(PROVIDED ENTRIES begins)
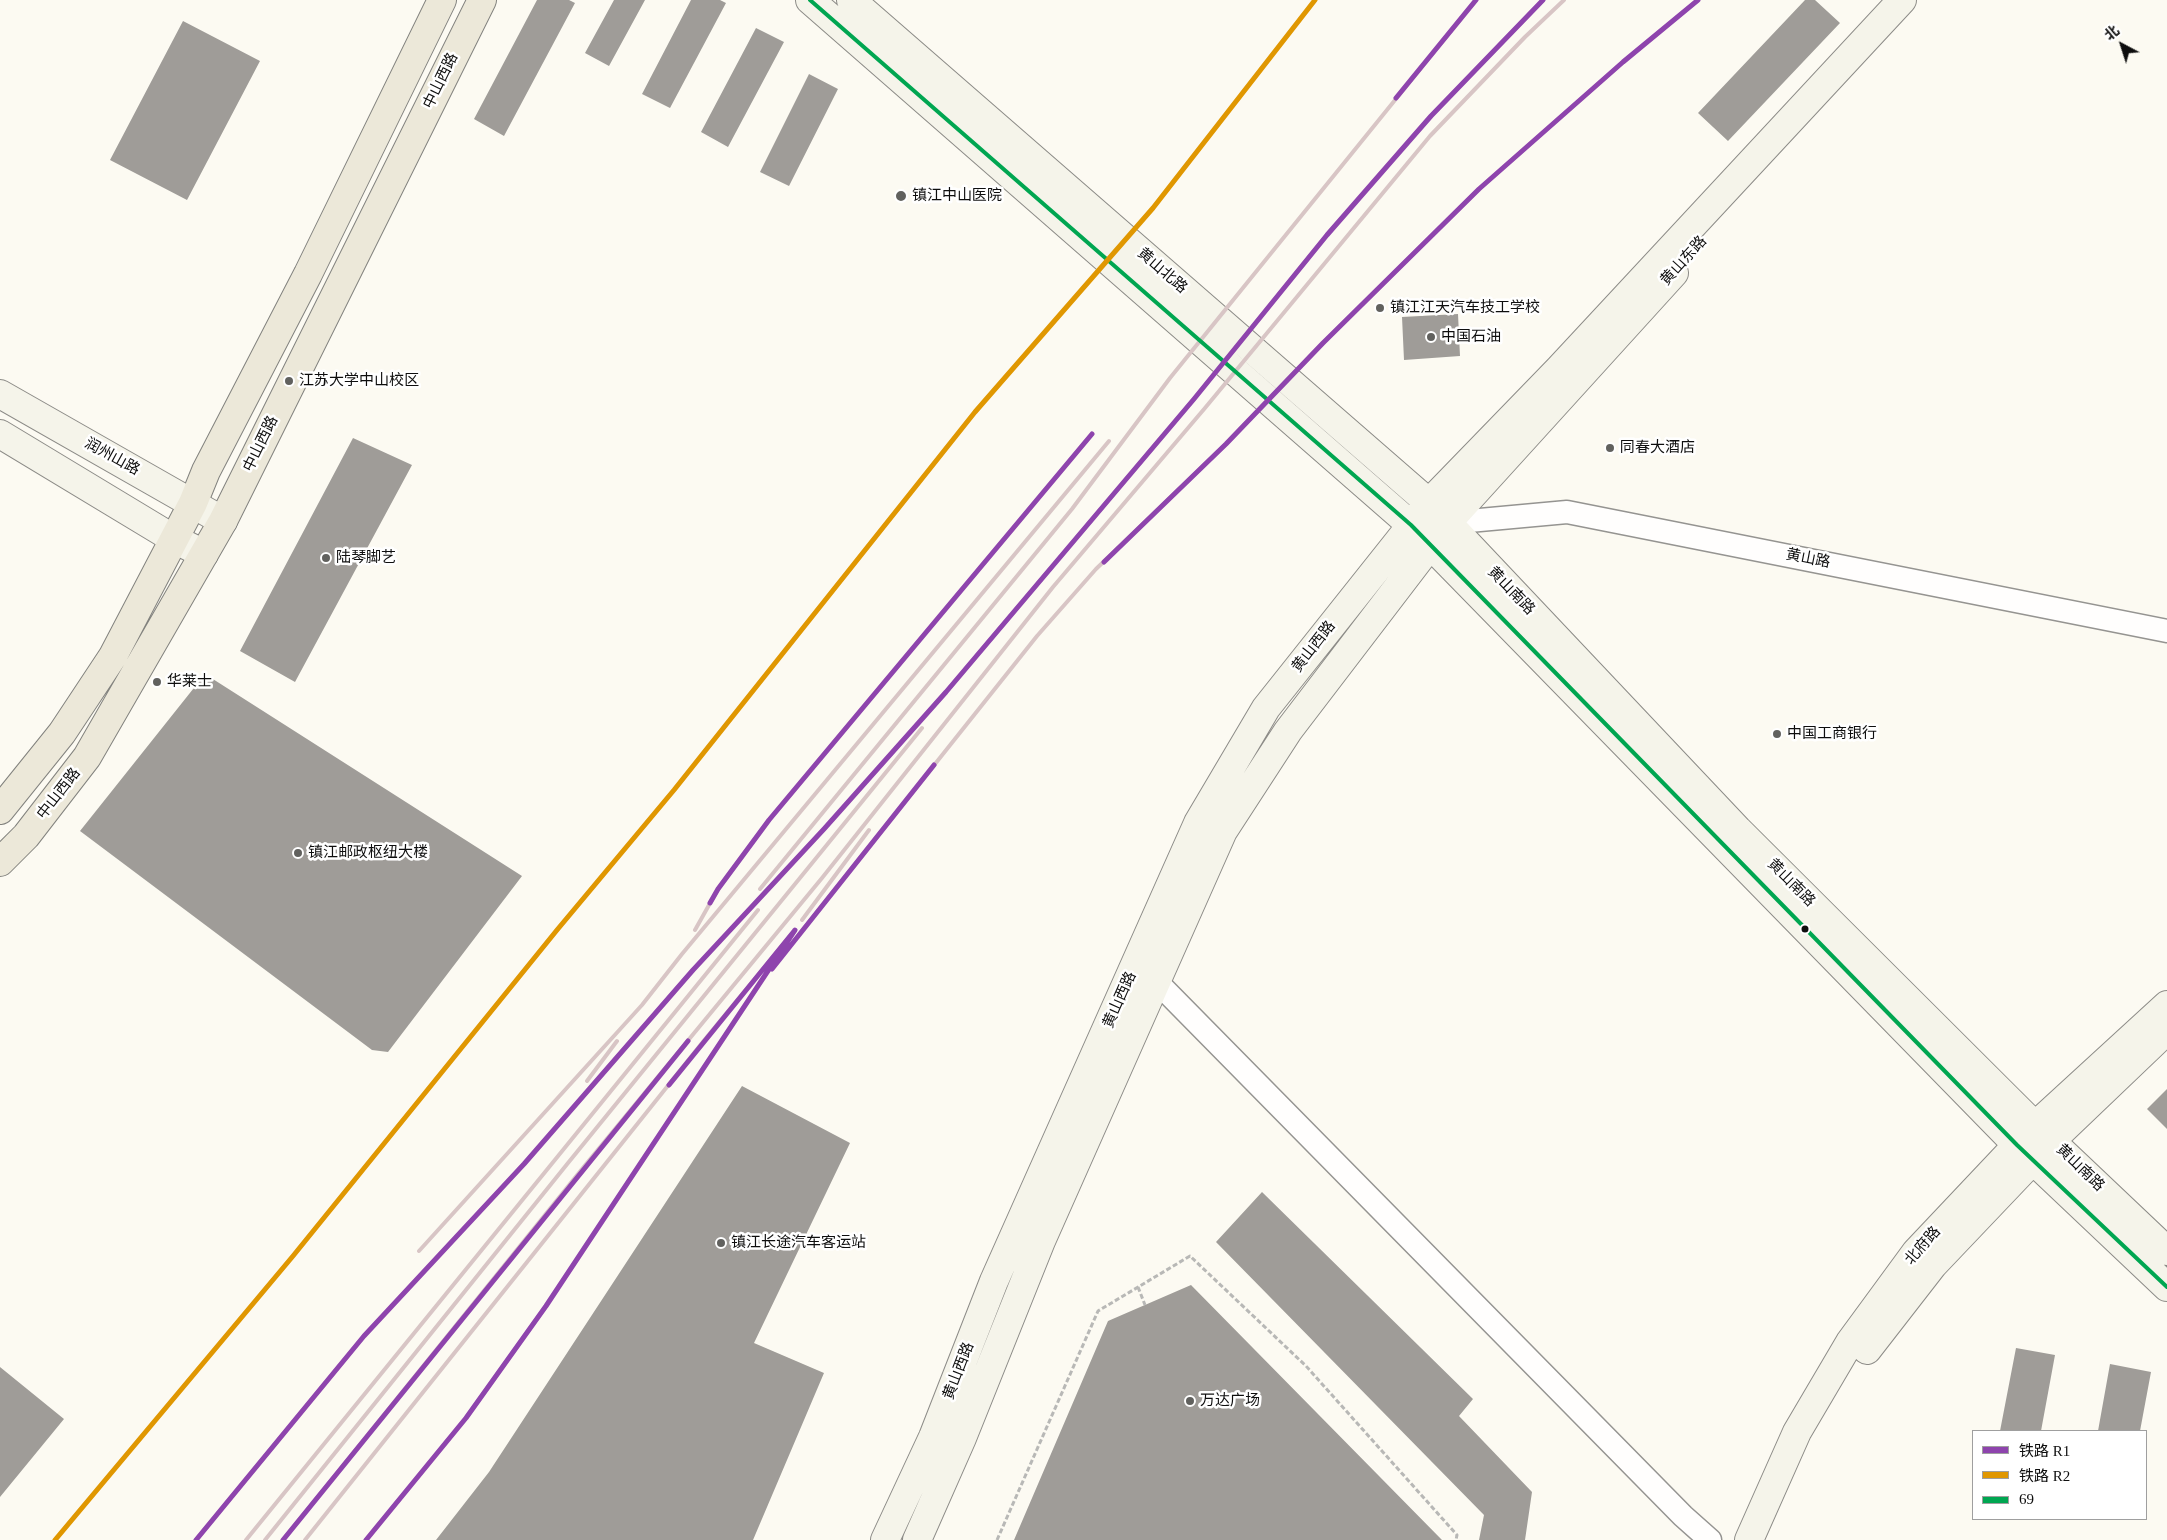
<!DOCTYPE html>
<meta charset="utf-8">
<style>
body{margin:0}
#map{position:relative;width:2167px;height:1540px;overflow:hidden;background:#fcfaf2;font-family:"Times New Roman","Noto Sans SC",serif}
canvas{display:block}
.legend{position:absolute;left:1972px;top:1430px;width:175px;height:90px;box-sizing:border-box;background:#fff;border:1px solid #9f9f9f;margin:0;padding:6px 9px;list-style:none;font-size:15px;color:#0e0e0e}
.legend li{display:flex;align-items:center;gap:10px;height:25px}
.legend b{width:25px;border:1px solid #9f9f9f}
.north{position:absolute;left:2097px;top:20px;width:50px;height:50px;-webkit-text-stroke:4px #fff;paint-order:stroke;rotate:320deg;font-size:14px;font-weight:700;line-height:20px;text-align:center;color:#0e0e0e}
.north::after{content:'';display:block;margin:auto;width:18px;height:22px;background:#0e0e0e;clip-path:polygon(50% 0,100% 100%,50% 72%,0 100%)}
</style>
<div id="map">
<canvas width="2167" height="1540"></canvas>
<ul class="legend">
<li><b style="height:6px;background:#8e44ad"></b>铁路 R1</li>
<li><b style="height:6px;background:#e09701"></b>铁路 R2</li>
<li><b style="height:6px;background:#00a651"></b>69</li>
</ul>
<div class="north">北</div>
</div>
<script>
const ctx = document.querySelector('canvas').getContext('2d');
ctx.lineJoin = 'round';
function paint(path, color) {
  ctx.fillStyle = color;
  ctx.fill(path, 'evenodd');
}
function shape(rows) {
  const path = new Path2D();
  for (const r of rows) {
    path.moveTo(r[0], r[1]);
    for (let i = 2; i < r.length; i += 2) path.lineTo(r[i], r[i + 1]);
  }
  return path;
}
function trace(path, color, width, dash) {
  ctx.strokeStyle = color;
  ctx.lineWidth = width;
  ctx.lineCap = dash ? 'butt' : 'round';
  ctx.setLineDash(dash || []);
  ctx.stroke(path);
}
function write(font, color, halo, rows, align = 'center') {
  ctx.font = font + ' "Times New Roman","Noto Sans SC",serif';
  ctx.lineWidth = 5;
  ctx.setLineDash([]);
  ctx.textBaseline = 'middle';
  ctx.strokeStyle = halo;
  ctx.fillStyle = color;
  for (const [text, x, y, turn = 0] of rows) {
    ctx.save();
    ctx.translate(x, y);
    ctx.rotate((+turn || 0) * Math.PI / 180);
    ctx.textAlign = isNaN(turn) ? turn : align;
    if (halo) ctx.strokeText(text, 0, 0);
    ctx.fillText(text, 0, 0);
    ctx.restore();
  }
}
const building = shape([
 [537,0,569,0,575,3,504,136,474,119],
 [614,0,645,0,609,66,585,53],
 [691,0,720,0,726,3,670,108,642,94],
 [1805,0,1815,0,1840,23,1728,141,1698,113],
 [183,21,260,61,187,200,110,160],
 [756,28,784,42,728,147,701,132],
 [809,74,838,89,789,186,760,172],
 [1458,314,1460,356,1404,360,1402,317],
 [353,438,412,465,295,682,240,651],
 [205,674,522,876,388,1052,372,1050,80,831],
 [742,1086,850,1143,754,1343,824,1373,753,1540,436,1540,489,1472],
 [2167,1089,2167,1129,2147,1109],
 [1262,1192,1473,1399,1459,1416,1532,1492,1525,1540,1479,1540,1484,1515,1216,1242],
 [1191,1285,1442,1540,1014,1540,1108,1321],
 [2016,1348,2055,1355,2041,1431,2000,1431],
 [2110,1364,2151,1372,2140,1431,2098,1431],
 [0,1367,64,1419,0,1497]
]);
const path = shape([
 [1138,1287,1145,1305],
 [997,1540,1098,1311,1190,1256,1306,1366,1457,1535,1456,1540]
]);
const street = shape([
 [1447,523,1567,512,2167,631],
 [1157,982,1683,1516,1710,1540]
]);
const secondary = shape([
 [810,0,1411,525,2017,1145,2167,1287],
 [851,0,1429,503,1738,830,2035,1126,2167,1251],
 [0,394,223,521],
 [0,434,174,539,204,554],
 [1867,1350,1933,1265,2051,1141,2167,1030],
 [885,1540,933,1437,994,1281,1198,823,1266,708,1429,503,1559,369,1902,0],
 [917,1540,962,1438,1041,1241,1223,831,1288,731,1447,523,1674,273],
 [1749,1540,1797,1432,1850,1342,1916,1252,2035,1126,2167,1005]
]);
const primary = shape([
 [0,810,62,733,113,656,193,503,206,471,308,274,442,0],
 [0,862,26,836,87,757,223,521,482,0]
]);
const rail = shape([
 [760,889,1072,509,1170,378,1476,0],
 [802,920,869,830],
 [695,930,718,889,769,820,1092,434],
 [794,941,1037,636,1096,569,1226,444,1323,343,1479,189,1623,62,1698,0],
 [587,1081,617,1041],
 [419,1251,642,1005,682,954,1109,441],
 [55,1540,293,1256,557,930,674,790,975,412,1153,208,1315,0],
 [196,1540,364,1336,524,1164,693,970,824,829,946,692,1194,399,1327,235,1431,116,1543,0],
 [246,1540,758,910],
 [265,1540,568,1163,922,728],
 [283,1540,582,1169,822,878,1053,587,1205,408,1430,136,1525,37,1564,0],
 [305,1540,702,1043,795,930,546,1306,466,1418,366,1540]
]);
const bus1 = shape([
 [810,0,1411,525,2017,1145,2167,1287]
]);
const rail1 = shape([
 [1396,98,1476,0],
 [1104,562,1226,444,1323,343,1479,189,1623,62,1698,0],
 [710,903,718,889,769,820,1092,434],
 [772,969,934,765],
 [196,1540,364,1336,524,1164,693,970,824,829,946,692,1194,399,1327,235,1431,116,1543,0],
 [283,1540,688,1041],
 [366,1540,466,1418,546,1306,795,930,669,1085]
]);
const rail2 = shape([
 [55,1540,293,1256,557,930,674,790,975,412,1153,208,1315,0]
]);
const markers = [
 [901,196,6,"#61615e"],
 [1380,308,5,"#61615e"],
 [1431,337,5,"#61615e"],
 [289,381,5,"#61615e"],
 [1610,448,5,"#61615e"],
 [326,558,5,"#61615e"],
 [157,682,5,"#61615e"],
 [1777,734,5,"#61615e"],
 [298,853,5,"#61615e"],
 [1805,929,4.5,"#0e0e0e"],
 [721,1243,5,"#61615e"],
 [1190,1401,5,"#61615e"]
];
const streetNames = [
 ["中山西路",441,81,-64],
 ["黄山东路",1684,261,-48],
 ["黄山北路",1162,271,41],
 ["中山西路",261,444,-64],
 ["润州山路",112,457,29],
 ["黄山路",1808,559,11],
 ["黄山南路",1511,591,46],
 ["黄山西路",1314,647,-52],
 ["中山西路",59,794,-52],
 ["黄山南路",1791,883,45],
 ["黄山西路",1120,1000,-66],
 ["黄山南路",2080,1168,44],
 ["北府路",1923,1246,-49],
 ["黄山西路",959,1371,-69]
];
const poiNames = [
 ["镇江中山医院",912,196],
 ["镇江江天汽车技工学校",1390,308],
 ["中国石油",1441,337],
 ["江苏大学中山校区",299,381],
 ["同春大酒店",1620,448],
 ["陆琴脚艺",336,558],
 ["华莱士",167,682],
 ["中国工商银行",1787,734],
 ["镇江邮政枢纽大楼",308,853],
 ["镇江长途汽车客运站",731,1243],
 ["万达广场",1200,1401]
];
paint(building, '#9f9c98');
trace(street, '#959491', 25);
trace(secondary, '#8c8b87', 30);
trace(primary, '#82827e', 30);
trace(path, '#b8b8b6', 3, [5, 2.5]);
trace(street, '#fffefd', 22);
trace(secondary, '#f5f4ea', 28);
trace(primary, '#ece8d9', 28);
trace(rail, '#d8c5c5', 4);
trace(bus1, '#00a651', 4);
trace(rail1, '#8e44ad', 5);
trace(rail2, '#e09701', 5);
for (const [x, y, r, color] of markers) {
  const dot = new Path2D();
  dot.arc(x, y, r, 0, 2 * Math.PI);
  ctx.fillStyle = color;
  ctx.fill(dot);
  trace(dot, '#fff', 2);
}
write('15px', '#0e0e0e', '#fff', streetNames);
write('15px', '#0e0e0e', '#fff', poiNames, 'left');
</script>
(PROVIDED ENTRIES ends)
WORK ORDER> Return, in full, every line of these entries that holds "Times".

RESULT FOR THIS EXERCISE>
#map{position:relative;width:2167px;height:1540px;overflow:hidden;background:#fcfaf2;font-family:"Times New Roman","Noto Sans SC",serif}
  ctx.font = font + ' "Times New Roman","Noto Sans SC",serif';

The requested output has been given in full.